_WHAT TO WORK ON:_
Copy out every line of the data that has the word "Avenue" somewhere in it.

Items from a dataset
↓

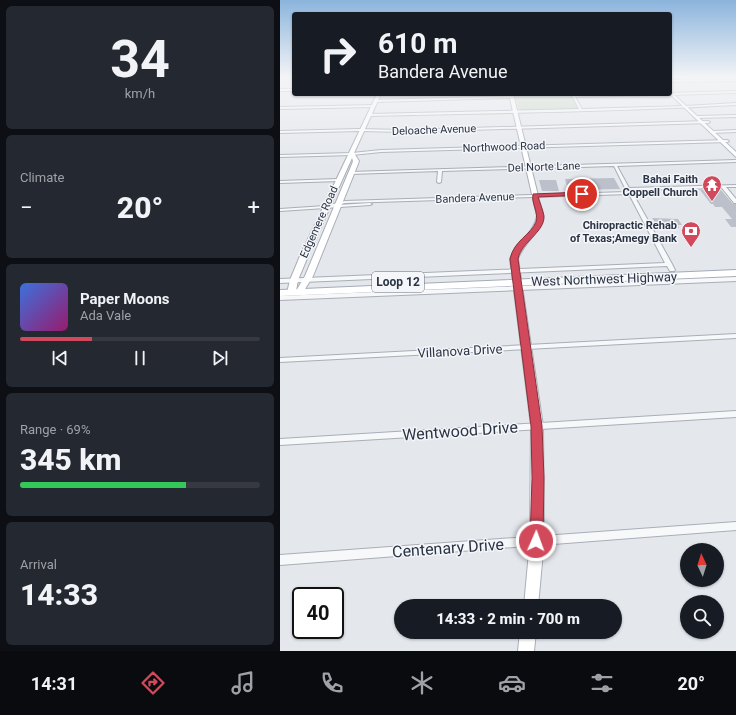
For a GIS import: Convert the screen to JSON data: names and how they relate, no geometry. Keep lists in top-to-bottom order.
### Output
{
  "streets": {
    "main road": ["West Northwest Highway", "Loop 12"],
    "street": [
      "Deloache Avenue",
      "Northwood Road",
      "Del Norte Lane",
      "Bandera Avenue",
      "Edgemere Road",
      "Villanova Drive",
      "Wentwood Drive",
      "Centenary Drive"
    ]
  },
  "crossings": [
    ["Deloache Avenue", "Edgemere Road"],
    ["Northwood Road", "Edgemere Road"],
    ["Del Norte Lane", "Edgemere Road"],
    ["Bandera Avenue", "Edgemere Road"],
    ["Edgemere Road", "West Northwest Highway"]
  ],
  "places": {
    "temple": ["Bahai Faith Coppell Church"],
    "bank": ["Chiropractic Rehab of Texas;Amegy Bank"]
  },
  "north": "top",
  "page": {
    "tile": [
      ["34", "km/h"],
      "Climate",
      ["Range · 69%", "345 km"],
      ["Arrival", "14:33"]
    ],
    "turn": ["610 m", "Bandera Avenue"],
    "heat": ["−", "20°", "+"],
    "song": ["Paper Moons", "Ada Vale"],
    "limit": "40",
    "trip": "14:33 · 2 min · 700 m",
    "tabs": ["14:31", "20°"]
  }
}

↑

_SOLUTION TO THE PROBLEM:_
      "Deloache Avenue",
      "Bandera Avenue",
    ["Deloache Avenue", "Edgemere Road"],
    ["Bandera Avenue", "Edgemere Road"],
    "turn": ["610 m", "Bandera Avenue"],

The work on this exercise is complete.